Congo is yet another one of the countries with the most debt in Africa. The African Development Bank lists Congo along with Cape Verde, Eritrea, Mozambique, and Sudan as countries whose debt to GDP ratio exceeds 100%. And while Congo is rich with oil and minerals, it still has a low GDP growth.

In fact, Congo is the poorest country in the world in terms of GDP per capita.

The total public debt was reported to be around $10.6 billion at the end of 2017. The oil prices drop had a severe impact on the country’s revenue. Seeing how oil accounts for 85% of Congo’s exports, another drop in oil prices can further increase the public debt. 

16. National Debt of Bahrain – 102.01%

(Source: World Population Review)

Bahrain’s country debt is approximately the same amount as the GDP. It is estimated to be above $30 billion.

Oil and gas contribute the most to Bahrain’s GDP. A drop in oil prices has a direct impact on the budget deficit as well as the public debt. Though recently Bahrain has introduced fiscal reforms which will hopefully help the country rank lower on lists of countries by national debt

17. National Debt of Belgium – 99.08%

(Source: World Population Review)

Belgium is yet another European Union member state included when ranking public debt by country. According to the Belgian Debt Agency, the federal government debt amounts to 399, 130, 242, 292 EUR. That is more than 400 billion USD.

The debt to GDP ratio was significantly reduced from 1993, reaching 86.9% in 2007. However, following the financial crisis of 2008, Belgium’s debt increased again, exceeding 100%. Though recently there has been a steady decrease of the ratio.

18. National Debt of France – 96.20%

(Source: World Population Review)

According to data from the Agence France Trésor, the negotiable debt outstanding of France is close to $2 trillion, which makes France one of the EU countries in most debt. The ratio has been steadily increasing and is attributed to high government spending

The budget deficit will probably increase in the following years due to upcoming tax cuts. Those were announced following the anti-government protests by the yellow vests movements.

It is estimated that 53% of France’s public debt is held by non-resident investors, followed by french insurance companies. 

19. National Debt of Bhutan – 96.05%

(Source: World Population Review)

According to Bhutan’s Ministry of Finance, the total public debt outstanding 30th June 2018 was

Nu. 185,312.077 million.

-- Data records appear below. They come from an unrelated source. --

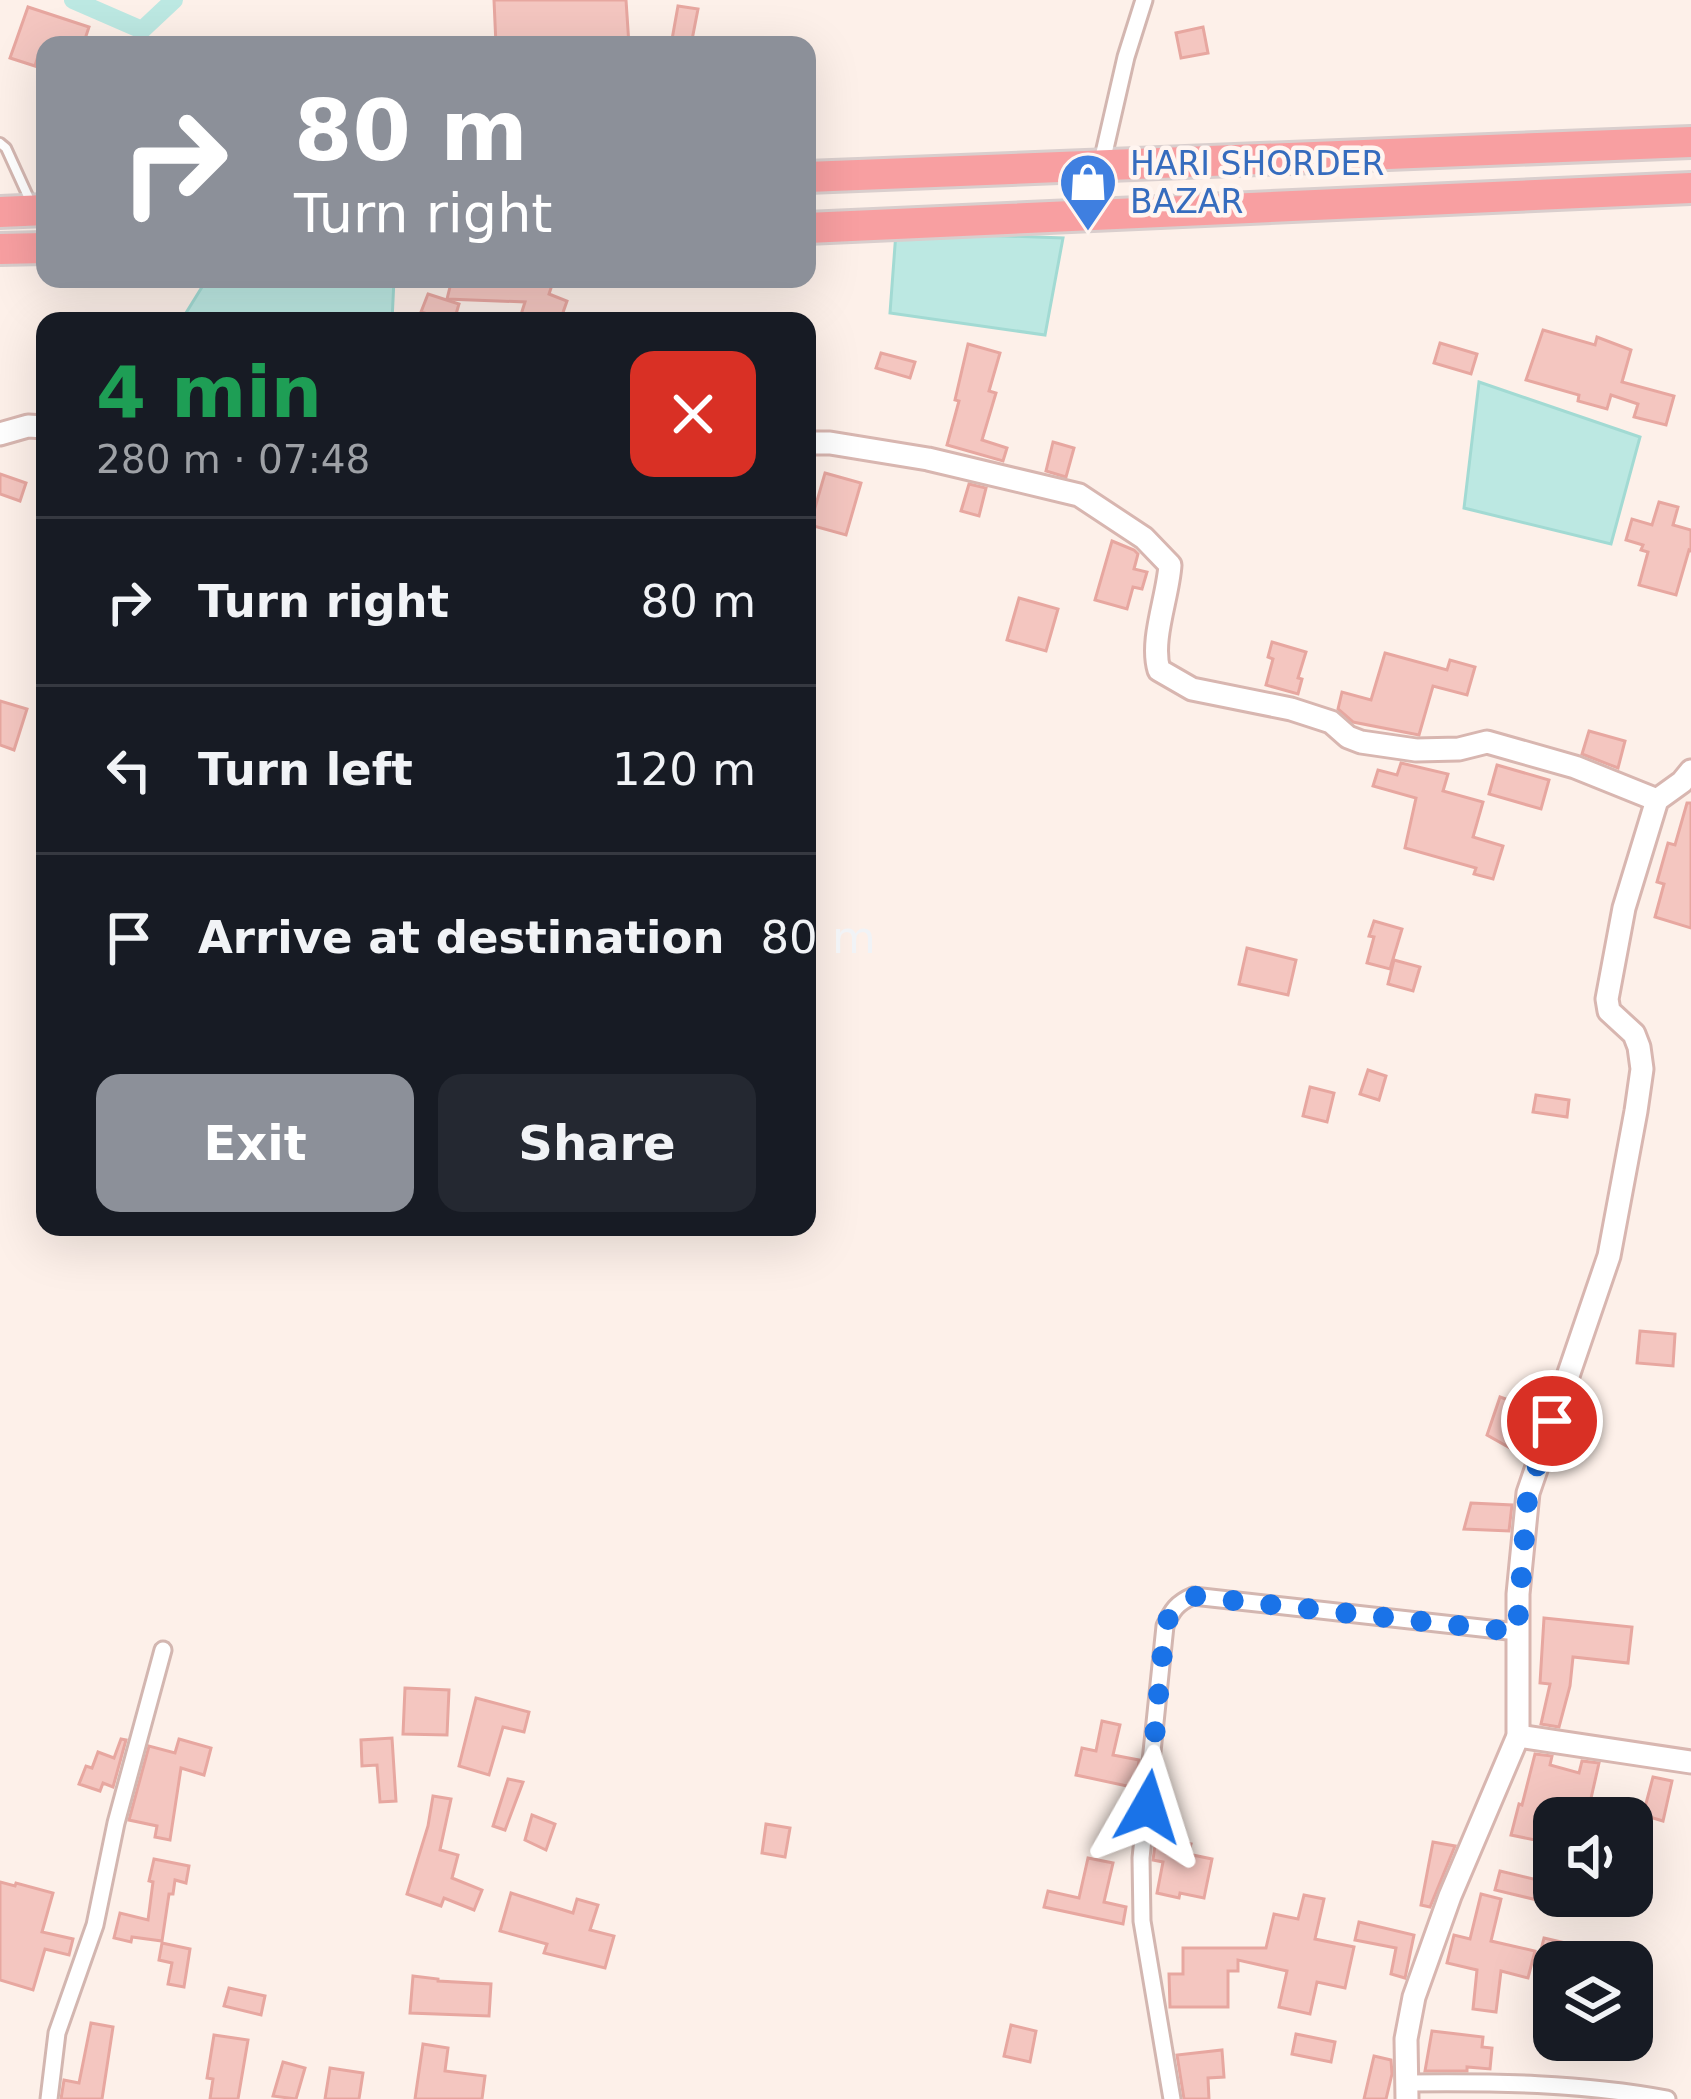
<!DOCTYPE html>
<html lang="en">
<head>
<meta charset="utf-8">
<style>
  :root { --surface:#171b24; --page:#242831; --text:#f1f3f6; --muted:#9ea1a6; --line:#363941; --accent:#8c9099 }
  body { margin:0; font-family:"DejaVu Sans",sans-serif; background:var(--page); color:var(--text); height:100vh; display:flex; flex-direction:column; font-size:45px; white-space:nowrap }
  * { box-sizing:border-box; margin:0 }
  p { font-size:39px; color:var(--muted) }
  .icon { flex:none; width:66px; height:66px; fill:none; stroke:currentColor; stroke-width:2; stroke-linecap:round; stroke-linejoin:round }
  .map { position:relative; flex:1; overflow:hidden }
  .drawer { position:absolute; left:36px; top:312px; width:780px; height:924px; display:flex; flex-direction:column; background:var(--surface); border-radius:24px; box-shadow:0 12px 48px #0002 }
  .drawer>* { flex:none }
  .banner { position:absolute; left:36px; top:36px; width:780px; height:252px; border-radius:24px; box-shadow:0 12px 48px #0002; background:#8c9099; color:#fff; overflow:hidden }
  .fabs { position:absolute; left:1533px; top:1797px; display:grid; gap:24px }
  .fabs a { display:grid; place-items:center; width:120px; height:120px; border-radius:24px; background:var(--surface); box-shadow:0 12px 48px #0002; font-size:60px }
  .pin { position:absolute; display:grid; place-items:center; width:102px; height:102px; color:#fff; margin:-51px; border:6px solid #fff; border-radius:50%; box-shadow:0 3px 12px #0007 }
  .me { position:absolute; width:132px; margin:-66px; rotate:6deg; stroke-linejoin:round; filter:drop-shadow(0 0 9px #0008) }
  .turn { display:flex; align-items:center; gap:42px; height:252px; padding:0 60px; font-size:54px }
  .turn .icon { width:156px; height:156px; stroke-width:2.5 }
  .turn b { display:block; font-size:84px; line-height:102px }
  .round { display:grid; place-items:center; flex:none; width:126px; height:126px; border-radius:24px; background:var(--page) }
  .summary { display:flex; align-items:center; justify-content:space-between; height:204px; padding:0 60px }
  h1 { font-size:72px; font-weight:700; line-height:90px; color:#1e9e55 }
  .action { display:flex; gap:24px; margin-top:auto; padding:24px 60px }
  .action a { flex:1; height:138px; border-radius:24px; background:var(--accent); color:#fff; font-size:48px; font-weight:700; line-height:138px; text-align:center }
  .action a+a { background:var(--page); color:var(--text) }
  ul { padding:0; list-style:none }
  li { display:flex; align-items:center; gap:36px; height:168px; padding:0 60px; border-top:3px solid var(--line) }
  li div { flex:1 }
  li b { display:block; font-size:45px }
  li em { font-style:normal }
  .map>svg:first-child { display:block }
</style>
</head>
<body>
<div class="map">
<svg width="1691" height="2099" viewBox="0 0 1691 2099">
  <rect width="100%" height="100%" fill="#fdf0e9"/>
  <g fill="#bce8e2" stroke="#a2dad3" stroke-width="3">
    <path d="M896,232L1063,238L1045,335L890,313Z"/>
    <path d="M207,279H394L392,321H181Z"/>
    <path d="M1479,382L1640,437L1611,544L1464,508Z"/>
  </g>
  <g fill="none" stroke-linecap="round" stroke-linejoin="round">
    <path stroke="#bce8e2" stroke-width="18" d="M73,0L142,30L174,0"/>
  </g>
  <g fill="#f4c6c0" stroke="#e7a7a0" stroke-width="3">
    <path d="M494,0H626L629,45H496Z"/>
    <path d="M678,6L698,9L691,45H671Z"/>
    <path d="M28,7L89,27L83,45H45V58L38,56L35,66L10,58Z"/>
    <path d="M1203,27L1208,53L1181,58L1176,33Z"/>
    <path d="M452,279L525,283L526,279H554L549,294L567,301L560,321H519L525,302L447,299Z"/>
    <path d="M428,294L459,304L454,321H433L428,314L421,312Z"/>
    <path d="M1543,330L1595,345L1597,337L1631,350L1622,382L1674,396L1666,425L1634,417L1638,404L1611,395L1607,409L1578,401L1579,395L1526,380Z"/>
    <path d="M1440,343L1477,354L1471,374L1434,363Z"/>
    <path d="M968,344L1000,353L989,391L996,393L982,440L1007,448L1003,461L947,445L959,401L955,400Z"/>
    <path d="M881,353L915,362L910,378L876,368Z"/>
    <path d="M1053,442L1074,448L1066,477L1046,471Z"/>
    <path d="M825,473L861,483L846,535L810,525Z"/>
    <path d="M0,474L26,483L20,501L0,494Z"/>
    <path d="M969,484L986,488L979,516L961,511Z"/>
    <path d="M1659,502L1678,507L1673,525L1691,530V551L1689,550L1676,595L1639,585L1648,552L1641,550L1643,545L1626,540L1632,519L1652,525Z"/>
    <path d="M1112,541L1134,550L1138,554L1134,569L1147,572L1142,589L1133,587L1127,609L1095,600Z"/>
    <path d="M1019,598L1058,609L1046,651L1007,640Z"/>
    <path d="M1272,642L1306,652L1298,678L1302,679L1298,694L1266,685L1273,659L1268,657Z"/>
    <path d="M1385,653L1447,670L1450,660L1475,667L1467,695L1433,686L1419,735L1353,722L1338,709L1342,692L1371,700Z"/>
    <path d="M0,701L27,709L14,750L0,745Z"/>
    <path d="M1589,731L1625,741L1618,768L1582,754Z"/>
    <path d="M1401,763L1448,774L1443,791L1483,802L1473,837L1503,846L1493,879L1474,874L1476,868L1405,848L1416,798L1373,786L1378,770L1397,775Z"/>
    <path d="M1497,765L1549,780L1541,809L1489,794Z"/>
    <path d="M1687,803H1691V928L1655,917L1664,884L1657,882L1668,843L1675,845Z"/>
    <path d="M1374,921L1402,929L1390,969L1367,963L1374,937L1369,936Z"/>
    <path d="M1247,948L1296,960L1288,995L1239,984Z"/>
    <path d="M1394,960L1420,967L1413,991L1388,984Z"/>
    <path d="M1368,1070L1386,1076L1379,1100L1360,1094Z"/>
    <path d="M1310,1087L1334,1093L1327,1122L1303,1116Z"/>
    <path d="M1536,1095L1569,1100L1567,1117L1533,1112Z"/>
    <path d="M1640,1331L1675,1334L1673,1366L1637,1363Z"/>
    <path d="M1500,1397L1540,1411L1528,1446L1510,1448L1487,1435Z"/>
    <path d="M1471,1503L1512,1505L1509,1531L1464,1529Z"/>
    <path d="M1544,1618L1632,1627L1628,1663L1573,1657L1570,1686L1559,1727L1541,1724L1550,1684L1540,1683Z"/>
    <path d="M405,1688L449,1690L447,1735L403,1734Z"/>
    <path d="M476,1698L529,1712L524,1732L503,1727L489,1775L459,1766Z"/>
    <path d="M1102,1721L1120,1725L1113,1755L1139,1760L1136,1788L1076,1775L1082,1748L1096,1751Z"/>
    <path d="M392,1738L396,1801L380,1802L377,1765L362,1766L361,1740Z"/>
    <path d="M121,1739L126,1740L113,1787L103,1783L100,1791L79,1784L86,1766L92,1768L98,1752L114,1758Z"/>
    <path d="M179,1739L211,1748L204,1775L181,1768L170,1840L155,1837L157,1826L129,1820L149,1746L175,1753Z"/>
    <path d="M1535,1754L1552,1756L1550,1765L1579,1773L1582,1761L1599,1763L1587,1816L1543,1805L1535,1840L1511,1835L1519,1804L1522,1805Z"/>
    <path d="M1653,1777L1672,1781L1663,1821L1643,1815Z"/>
    <path d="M508,1779L523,1782L505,1830L493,1826Z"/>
    <path d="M433,1796L451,1799L440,1850L458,1855L452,1878L482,1890L474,1910L444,1898L441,1906L407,1894L428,1826Z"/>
    <path d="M532,1815L555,1824L546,1850L525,1840Z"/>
    <path d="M766,1824L790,1828L785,1857L762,1853Z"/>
    <path d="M1156,1837L1191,1844L1188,1854L1212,1859L1204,1898L1180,1893L1179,1898L1157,1893L1163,1862L1153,1860Z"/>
    <path d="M1433,1842L1455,1846L1430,1907L1421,1905Z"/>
    <path d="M1088,1858L1113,1863L1104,1902L1126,1907L1123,1924L1044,1907L1048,1891L1079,1898Z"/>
    <path d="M154,1859L189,1866L186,1883L175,1880L173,1894H169L162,1941L132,1937L131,1942L114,1938L120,1913L148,1920L153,1882L149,1881Z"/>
    <path d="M1500,1871L1554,1884V1904L1495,1890Z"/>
    <path d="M0,1882L15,1886L16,1883L53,1893L42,1932L73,1939L69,1955L45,1949L33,1990L0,1980Z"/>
    <path d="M511,1893L573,1913L577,1899L598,1905L590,1930L614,1936L605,1968L544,1953L547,1944L500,1931Z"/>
    <path d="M1481,1894L1501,1899L1491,1941L1535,1951L1528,1978L1501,1971L1496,2012L1473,2009L1477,1970L1447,1963L1454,1935L1470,1939Z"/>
    <path d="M1304,1895L1324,1899L1315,1939L1354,1947L1345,1988L1317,1982L1310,2014L1279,2007L1287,1971L1238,1960V1971H1228V2007H1170L1169,1974H1183V1948H1266L1274,1914L1298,1919Z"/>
    <path d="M1359,1922L1414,1935L1405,1978L1391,1974L1396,1948L1355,1940Z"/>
    <path d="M1544,1938L1579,1946L1575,1962H1538Z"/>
    <path d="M162,1943L190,1949L184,1987L168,1984L172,1963L159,1960Z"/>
    <path d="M413,1976L438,1979V1981L491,1984L489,2016L410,2013Z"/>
    <path d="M229,1988L265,1996L261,2015L224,2006Z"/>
    <path d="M91,2023L113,2027L102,2099H61L64,2080L79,2083Z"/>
    <path d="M1011,2025L1036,2031L1030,2062L1004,2056Z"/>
    <path d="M1432,2031L1483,2037L1482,2047L1492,2048L1490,2069L1467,2067V2071H1425Z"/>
    <path d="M1296,2034L1335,2042L1331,2062L1292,2054Z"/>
    <path d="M214,2035L248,2040L238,2099H210L213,2079L207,2078Z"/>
    <path d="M423,2044L448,2048L445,2071L485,2076L482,2099H415Z"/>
    <path d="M1222,2050L1224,2077L1208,2078L1209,2099H1184L1177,2055Z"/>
    <path d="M1374,2056L1391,2060L1392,2074L1386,2099H1364Z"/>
    <path d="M283,2062L305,2068L296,2099L273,2096Z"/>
    <path d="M330,2068L363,2073L359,2099H325Z"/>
  </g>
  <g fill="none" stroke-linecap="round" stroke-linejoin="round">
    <g stroke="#d3b6b0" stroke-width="14">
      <path id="lane" d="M0,143L6,148L32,205"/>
    </g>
    <g stroke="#d3b6b0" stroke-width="21">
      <g id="street">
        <path d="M1101,166L1126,57L1144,0"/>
        <path d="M1407,2083C1494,2082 1582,2083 1667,2099"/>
        <path d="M49,2099L57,2033L95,1925L116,1823L163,1650"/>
        <path d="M1172,2099L1142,1921L1141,1858L1165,1626C1172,1610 1177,1603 1193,1596L1517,1632"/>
      </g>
    </g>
    <g stroke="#d8b6b0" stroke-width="27">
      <g id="secondary">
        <path d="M0,434L28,426L45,427"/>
        <path d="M807,443H830L928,459L1079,495L1144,538L1170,565C1168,597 1150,640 1159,670L1192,689L1291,709L1331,722L1348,737L1361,742L1416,750L1459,749L1487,742L1575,767L1657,800"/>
        <path d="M1518,1736L1691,1762"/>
        <path d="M1407,2099L1406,2039L1414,1997L1450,1896L1518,1736V1594L1528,1493L1609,1256L1636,1111L1642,1069L1639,1047L1634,1034L1609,1011L1607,999L1624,908L1657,800L1682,782L1691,771"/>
      </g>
    </g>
    <g stroke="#d9cecd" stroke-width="36">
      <g id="highway">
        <path d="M807,177L1691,142"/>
        <path d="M0,212L45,210"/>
        <path d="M807,228L1691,188"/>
        <path d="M0,249L45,248"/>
      </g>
    </g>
    <use href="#lane" stroke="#fff" stroke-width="8"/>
    <use href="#street" stroke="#fff" stroke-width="15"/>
    <use href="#secondary" stroke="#fff" stroke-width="21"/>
    <use href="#highway" stroke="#f89fa1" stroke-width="30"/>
  </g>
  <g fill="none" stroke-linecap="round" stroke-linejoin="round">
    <path stroke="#1a73e8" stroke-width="21" stroke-dasharray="0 37.8" d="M1148,1807L1165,1626C1172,1610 1177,1603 1193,1596L1517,1632L1528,1493L1552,1421"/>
  </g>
  <defs>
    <g id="shop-pin" transform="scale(3)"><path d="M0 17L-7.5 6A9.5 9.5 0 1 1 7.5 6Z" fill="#3f7fe0" stroke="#fff5f0"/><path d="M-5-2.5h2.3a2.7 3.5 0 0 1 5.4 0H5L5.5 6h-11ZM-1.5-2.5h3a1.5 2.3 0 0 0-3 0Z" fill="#fff"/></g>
  </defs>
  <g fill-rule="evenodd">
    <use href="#shop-pin" x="1088" y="182"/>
  </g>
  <g text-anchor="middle" stroke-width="9" stroke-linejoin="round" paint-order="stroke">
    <g font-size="33" fill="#366cbe" stroke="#fff5f0" text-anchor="start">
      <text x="1130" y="175">HARI SHORDER<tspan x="1130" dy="38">BAZAR</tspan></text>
    </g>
  </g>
</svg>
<div class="fabs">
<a><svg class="icon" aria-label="sound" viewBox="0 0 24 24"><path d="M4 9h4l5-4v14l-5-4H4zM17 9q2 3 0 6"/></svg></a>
<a><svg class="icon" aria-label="layers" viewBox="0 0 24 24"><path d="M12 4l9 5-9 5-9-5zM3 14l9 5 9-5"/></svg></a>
</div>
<div class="pin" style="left:1552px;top:1421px;background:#d93025"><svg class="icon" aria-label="arrive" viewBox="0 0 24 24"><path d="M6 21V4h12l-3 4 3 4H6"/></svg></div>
<svg class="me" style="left:1148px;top:1807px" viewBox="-20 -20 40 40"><path d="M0-17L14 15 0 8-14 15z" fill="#1a73e8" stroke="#fff" stroke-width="4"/></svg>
<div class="banner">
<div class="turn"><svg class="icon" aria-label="right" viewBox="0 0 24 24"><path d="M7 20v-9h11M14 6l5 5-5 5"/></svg><div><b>80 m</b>Turn right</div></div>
</div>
<section class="drawer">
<div class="summary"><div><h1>4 min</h1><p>280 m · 07:48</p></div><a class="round" style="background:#d93025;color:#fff"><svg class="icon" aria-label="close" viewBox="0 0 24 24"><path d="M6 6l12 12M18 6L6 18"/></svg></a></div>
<ul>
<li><svg class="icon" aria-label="right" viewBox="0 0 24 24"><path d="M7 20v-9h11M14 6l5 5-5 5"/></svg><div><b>Turn right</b></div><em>80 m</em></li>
<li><svg class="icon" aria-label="left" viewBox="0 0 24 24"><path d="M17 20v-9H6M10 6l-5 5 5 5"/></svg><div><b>Turn left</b></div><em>120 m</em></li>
<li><svg class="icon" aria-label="arrive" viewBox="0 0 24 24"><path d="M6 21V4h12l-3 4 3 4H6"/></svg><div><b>Arrive at destination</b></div><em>80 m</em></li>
</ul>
<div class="action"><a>Exit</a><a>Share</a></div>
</section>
</div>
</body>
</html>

In US dollars, that is close to $3 billion.  It is estimated that the public debt to GDP ratio is approximately 100%. 

Bhutan’s economy is mainly based on exporting hydropower to India, its main trade partner. Hydropower also accounts to 74.43% of the external debt. And while investing in the hydropower sector has increased Bhutan’s debt, the country expects economic growth from these projects.

And IMF report analyzing the national debt of countries has assessed that Bhutan has a moderate risk of debt distress. 

20. National Debt of Yemen – 95.83%

(Source: World Population Review)

Yemen’s debt as a percentage of GDP has been estimated to be around 95%. The domestic public debt represents 38% and the rest is external public debt. 

Since the civil conflict started in 2015, public debt has been rapidly increasing. Yemen relied heavily on energy exports which were suspended in 2015. That led to the country having to use up its foreign reserves. Seeing how the public debt of countries is linked to their GDP growth, a decrease of Yemen’s national debt depends solely on whether the conflict will end in recent years. 

Other Important Indicators When Ranking Government Debt By Country

While Japan has the highest debt to GDP ratio worldwide, it is also a country with a highly developed economy. So, representing the debt as a percentage of the GDP isn’t the only indicator to be considered when ranking national debt by country. Other important factors include: economic growth, inflation, budget deficit, government spending and the interest rates on the debt. That means that countries that have the worst public debt are those whose economies cannot meet their financial obligations.